▸ **Problem requirements**
Leave the images aside and repeat the whole listing exactly.

:: Data shown ::

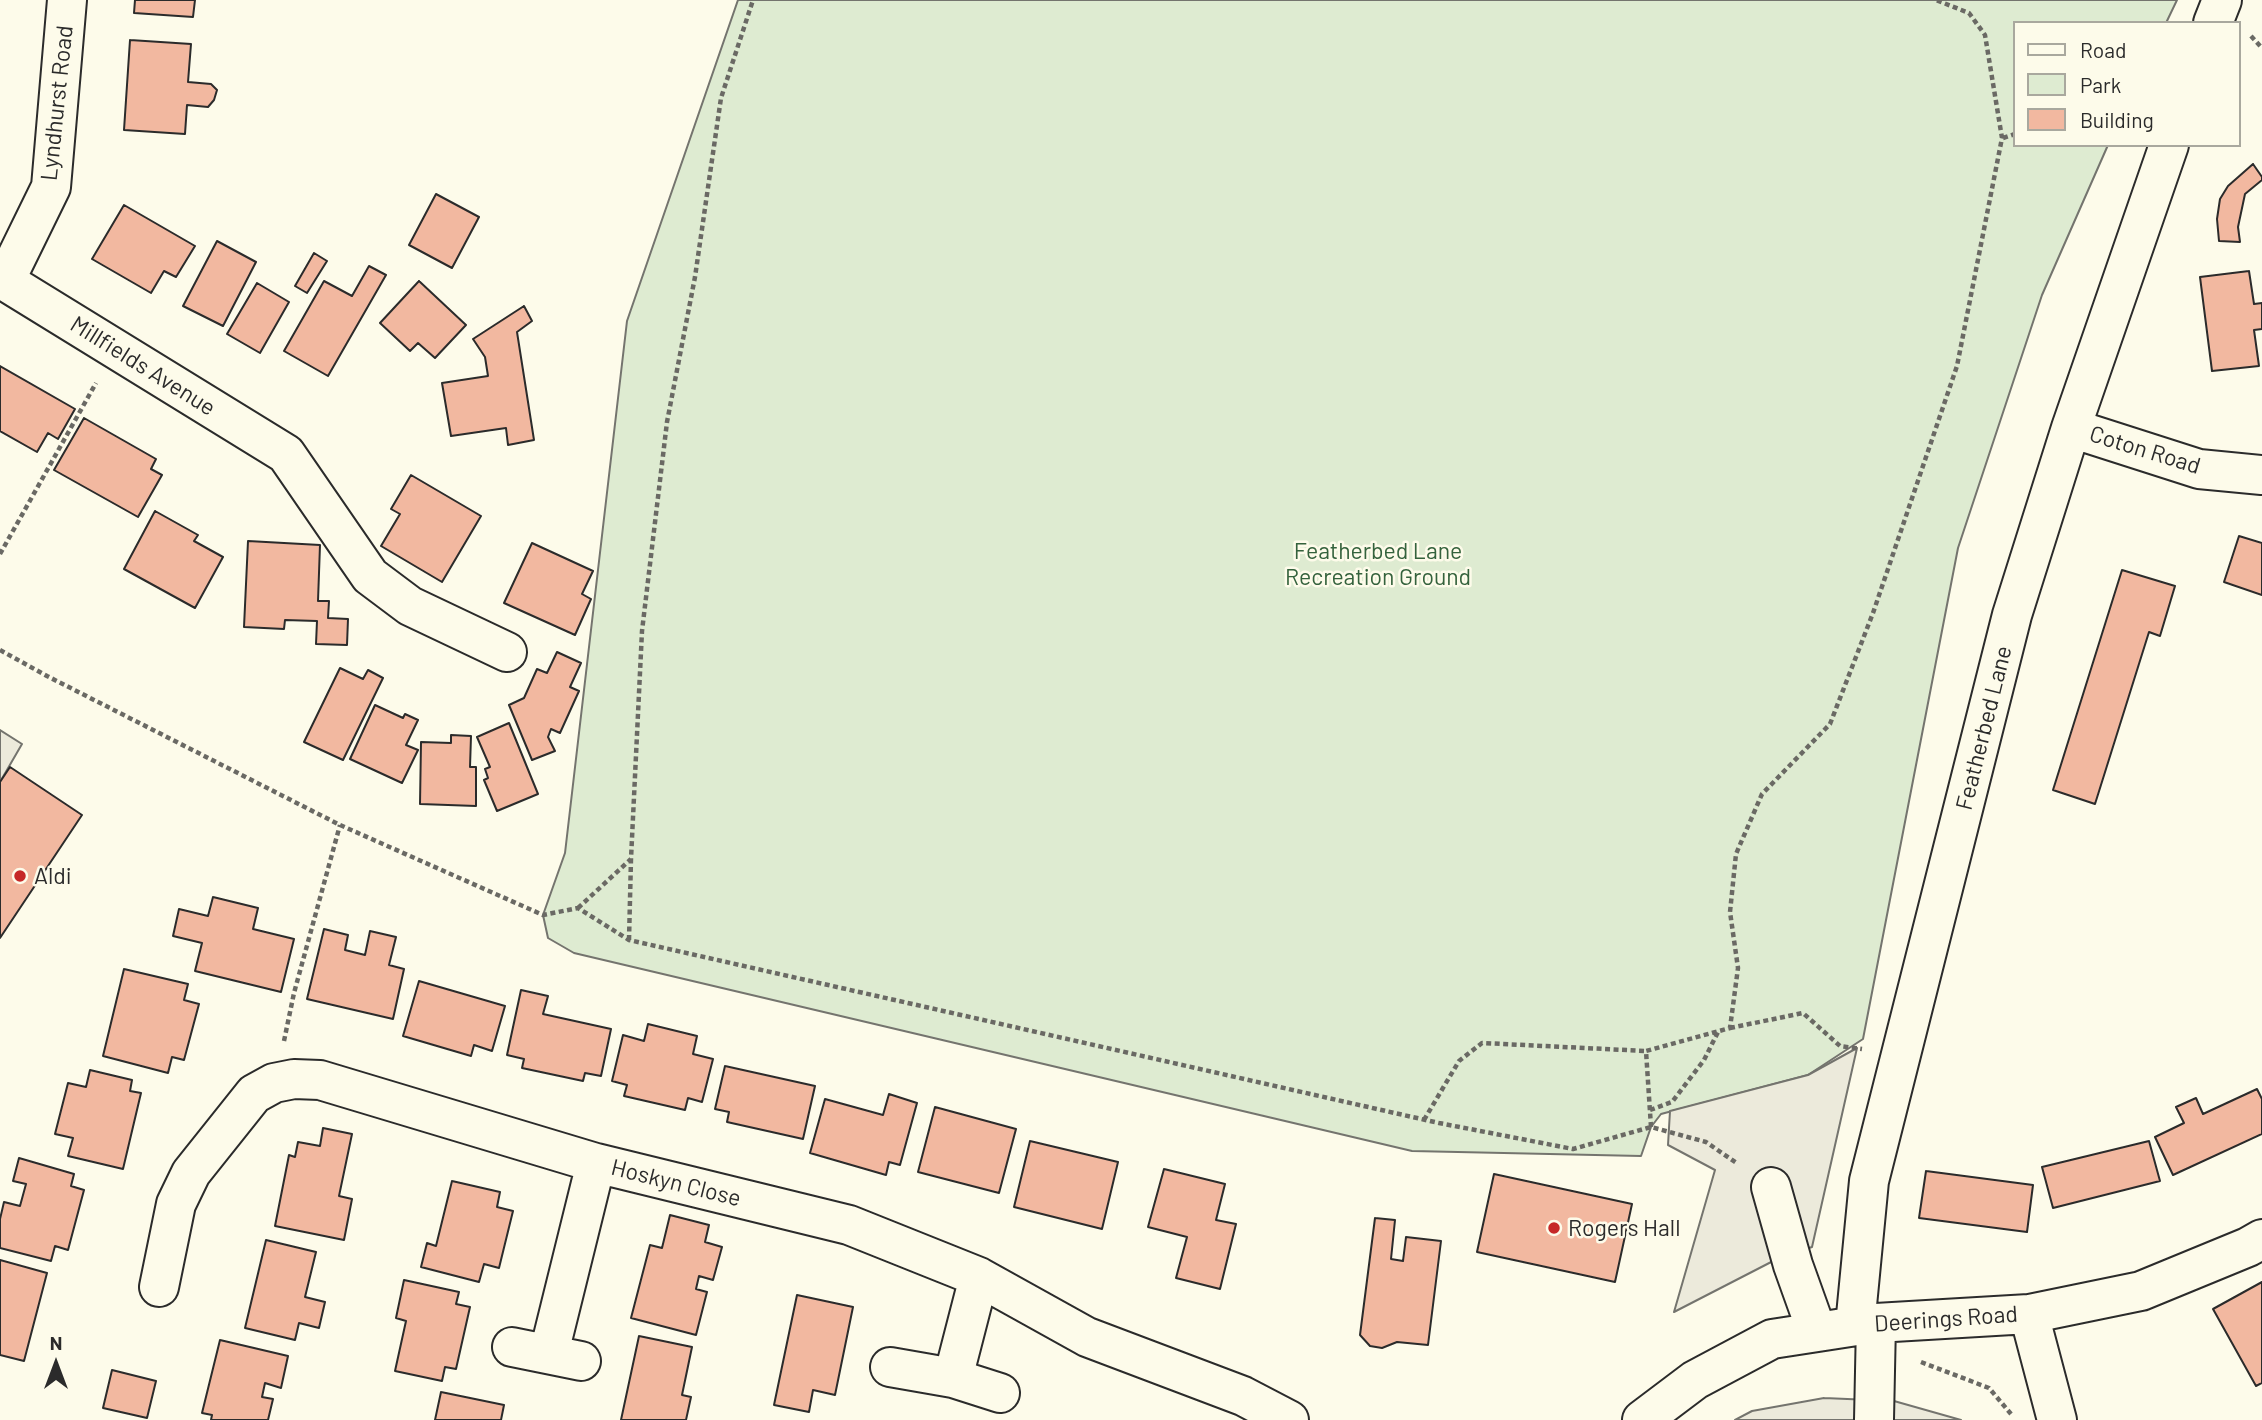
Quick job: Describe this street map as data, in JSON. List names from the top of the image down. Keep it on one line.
{"streets":{"street":["Lyndhurst Road","Millfields Avenue","Coton Road","Featherbed Lane","Hoskyn Close","Deerings Road"]},"crossings":[["Lyndhurst Road","Millfields Avenue"],["Coton Road","Featherbed Lane"],["Featherbed Lane","Deerings Road"]],"parks":["Featherbed Lane Recreation Ground"],"places":["Aldi","Rogers Hall"],"legend":["Road","Park","Building"],"north":"top"}
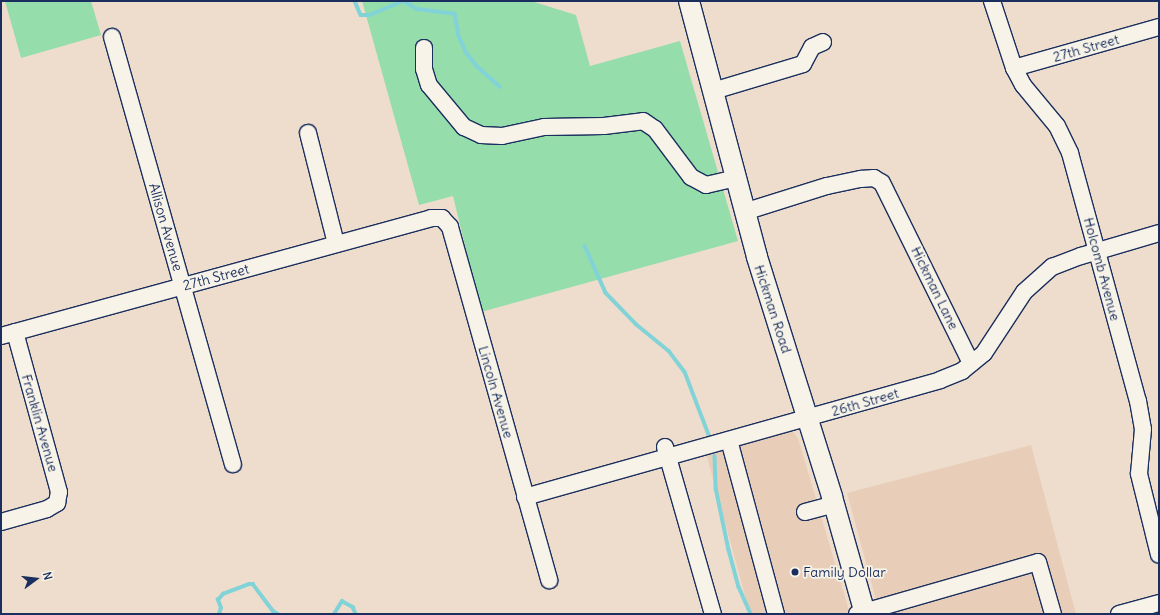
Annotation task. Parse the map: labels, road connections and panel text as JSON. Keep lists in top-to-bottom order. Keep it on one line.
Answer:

:::

▸ **Exercise solution**
Quick job: Describe this street map as data, in JSON. List names from the top of the image down. Keep it on one line.
{"streets":{"street":["Lyndhurst Road","Millfields Avenue","Coton Road","Featherbed Lane","Hoskyn Close","Deerings Road"]},"crossings":[["Lyndhurst Road","Millfields Avenue"],["Coton Road","Featherbed Lane"],["Featherbed Lane","Deerings Road"]],"parks":["Featherbed Lane Recreation Ground"],"places":["Aldi","Rogers Hall"],"legend":["Road","Park","Building"],"north":"top"}
Annotation task. Parse the map: labels, road connections and panel text as JSON. Keep lists in top-to-bottom order. Keep it on one line.
Answer:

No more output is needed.